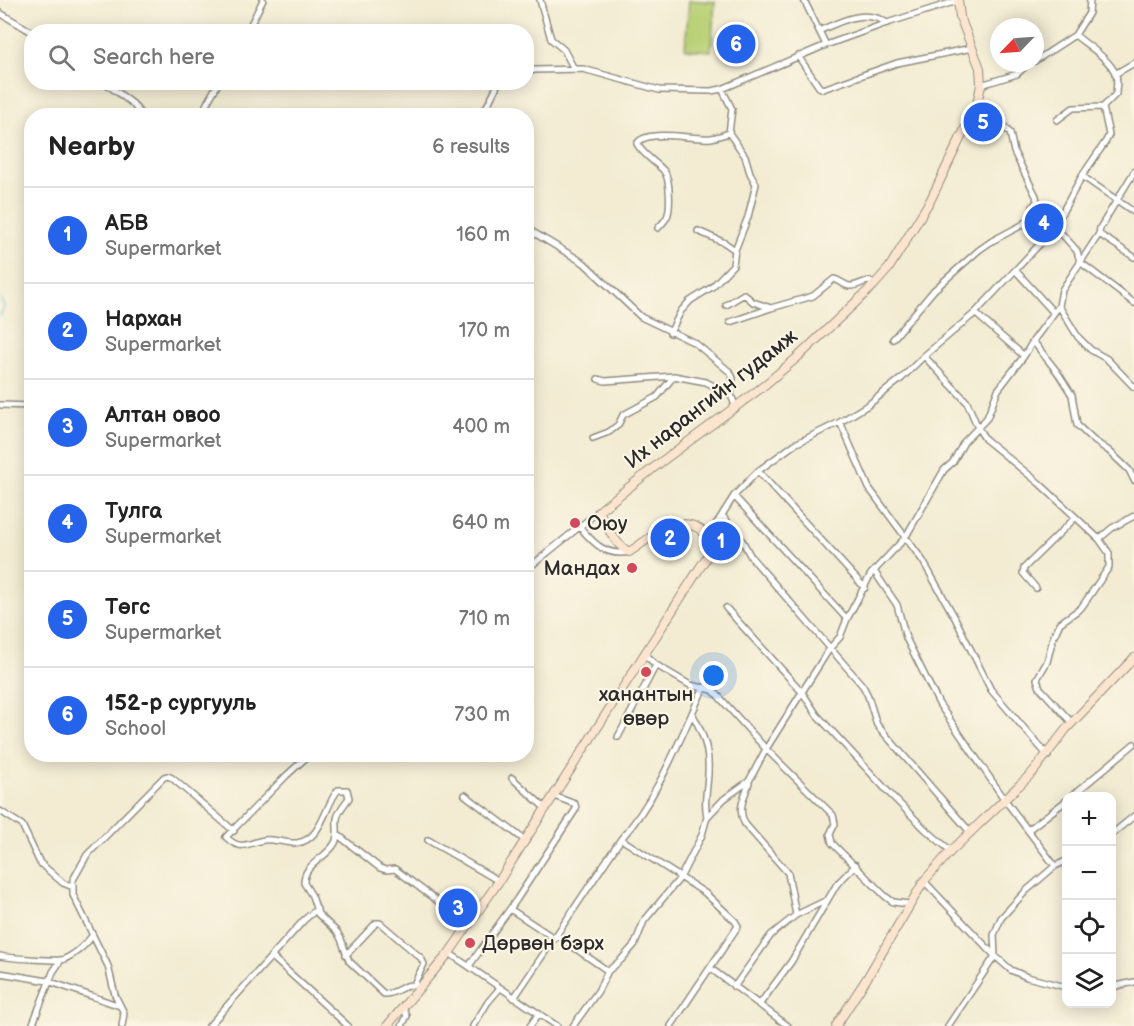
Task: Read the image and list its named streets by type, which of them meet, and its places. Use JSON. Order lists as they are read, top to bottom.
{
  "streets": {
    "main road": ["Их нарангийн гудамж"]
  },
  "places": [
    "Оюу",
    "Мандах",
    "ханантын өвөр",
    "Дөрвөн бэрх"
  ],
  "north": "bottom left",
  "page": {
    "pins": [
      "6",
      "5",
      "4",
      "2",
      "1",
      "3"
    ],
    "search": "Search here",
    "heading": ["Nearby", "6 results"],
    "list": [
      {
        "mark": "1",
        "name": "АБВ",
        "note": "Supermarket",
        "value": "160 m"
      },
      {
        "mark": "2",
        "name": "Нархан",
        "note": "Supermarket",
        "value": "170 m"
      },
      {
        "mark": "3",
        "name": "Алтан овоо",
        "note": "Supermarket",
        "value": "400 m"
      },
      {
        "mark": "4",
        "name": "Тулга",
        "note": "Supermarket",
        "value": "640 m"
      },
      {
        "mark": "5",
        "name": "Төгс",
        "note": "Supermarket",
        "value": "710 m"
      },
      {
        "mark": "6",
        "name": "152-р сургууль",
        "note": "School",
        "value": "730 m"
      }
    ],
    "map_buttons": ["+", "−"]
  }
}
■ ■ ■
◆ ASSIGNMENT ◆
Return all lines of the data in which the string "list" appears.

◆ RESPONSE TO THIS TASK ◆
Task: Read the image and list its named streets by type, which of them meet, and its places. Use JSON. Order lists as they are read, top to bottom.
    "list": [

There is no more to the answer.